Dana Corporation (Dana) and certain of its subsidiaries (collectively, the Debtors) are
operating under Chapter 11 of the United States Bankruptcy Code (the Bankruptcy Code). The
Debtors Chapter 11 cases (collectively, the Bankruptcy Cases) are pending in the United States
Bankruptcy Court for the Southern District of New York (the Bankruptcy Court), where they have been
consolidated under the caption In re Dana Corporation, et al., Case No. 06-10354 (BRL).
As previously reported, by order dated August 1, 2007 (the Order), the Bankruptcy Court
approved and authorized the Debtors to enter into a series of related agreements, including an
Investment Agreement that provides, among other things, for an affiliate of Centerbridge Capital
Partners, L.P. (Centerbridge) to purchase $250 million in Series A convertible preferred shares of
reorganized Dana and for qualified creditors of the Debtors (including the holders of Danas
unsecured notes) to have an opportunity to purchase $500 million in Series B convertible preferred
shares of reorganized Dana on a pro rata basis.
On August 31, 2007, the Debtors filed a Plan of Reorganization with the Bankruptcy Court that
contemplates the implementation of the terms of the Investment Agreement and the other agreements
that were approved and authorized under the Order.

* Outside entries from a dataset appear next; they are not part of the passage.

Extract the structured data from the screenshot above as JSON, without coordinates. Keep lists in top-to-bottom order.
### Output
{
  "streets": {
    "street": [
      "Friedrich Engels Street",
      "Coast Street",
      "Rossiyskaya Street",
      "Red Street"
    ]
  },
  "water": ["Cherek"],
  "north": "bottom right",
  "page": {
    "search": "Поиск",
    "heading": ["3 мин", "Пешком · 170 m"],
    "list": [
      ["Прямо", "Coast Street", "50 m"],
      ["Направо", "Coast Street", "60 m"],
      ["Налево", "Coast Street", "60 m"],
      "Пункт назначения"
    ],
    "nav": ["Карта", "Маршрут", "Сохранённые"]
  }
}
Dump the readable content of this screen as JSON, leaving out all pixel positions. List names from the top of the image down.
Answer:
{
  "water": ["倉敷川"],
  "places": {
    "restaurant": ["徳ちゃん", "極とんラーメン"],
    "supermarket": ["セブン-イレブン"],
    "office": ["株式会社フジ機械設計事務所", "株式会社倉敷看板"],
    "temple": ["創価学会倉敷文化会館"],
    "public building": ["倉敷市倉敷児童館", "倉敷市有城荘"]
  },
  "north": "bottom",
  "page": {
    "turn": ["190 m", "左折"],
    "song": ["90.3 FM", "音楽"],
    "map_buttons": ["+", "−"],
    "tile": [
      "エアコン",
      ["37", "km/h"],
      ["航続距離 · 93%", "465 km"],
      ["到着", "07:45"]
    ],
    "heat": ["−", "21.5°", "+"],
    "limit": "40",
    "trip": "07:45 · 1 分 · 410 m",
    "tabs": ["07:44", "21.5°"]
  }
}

The Order also set out Alternative Proposal Procedures (the Procedures) to be followed by
any qualified potential investor (as defined in the Procedures) interested in exploring a proposal
that would be an alternative to the Centerbridge investment. Pursuant to the Procedures, Appaloosa
Management, L.P. (Appaloosa) delivered an indication of interest in exploring an alternative
proposal to the Debtors and the Official Committee of Unsecured Creditors in the Bankruptcy Cases
(the Creditors Committee). Dana invited Appaloosa to participate in the next phase of the process
and to submit a firm and final offer.
The
Debtors and the Creditors Committee have received an offer from
Appaloosa. Appaloosa is expected to file a Schedule 13D/A with an
exhibit containing a copy of the offer with the Securities and
Exchange Commission. As provided in the Procedures, Dana will consider
this offer during the week of September 24, 2007.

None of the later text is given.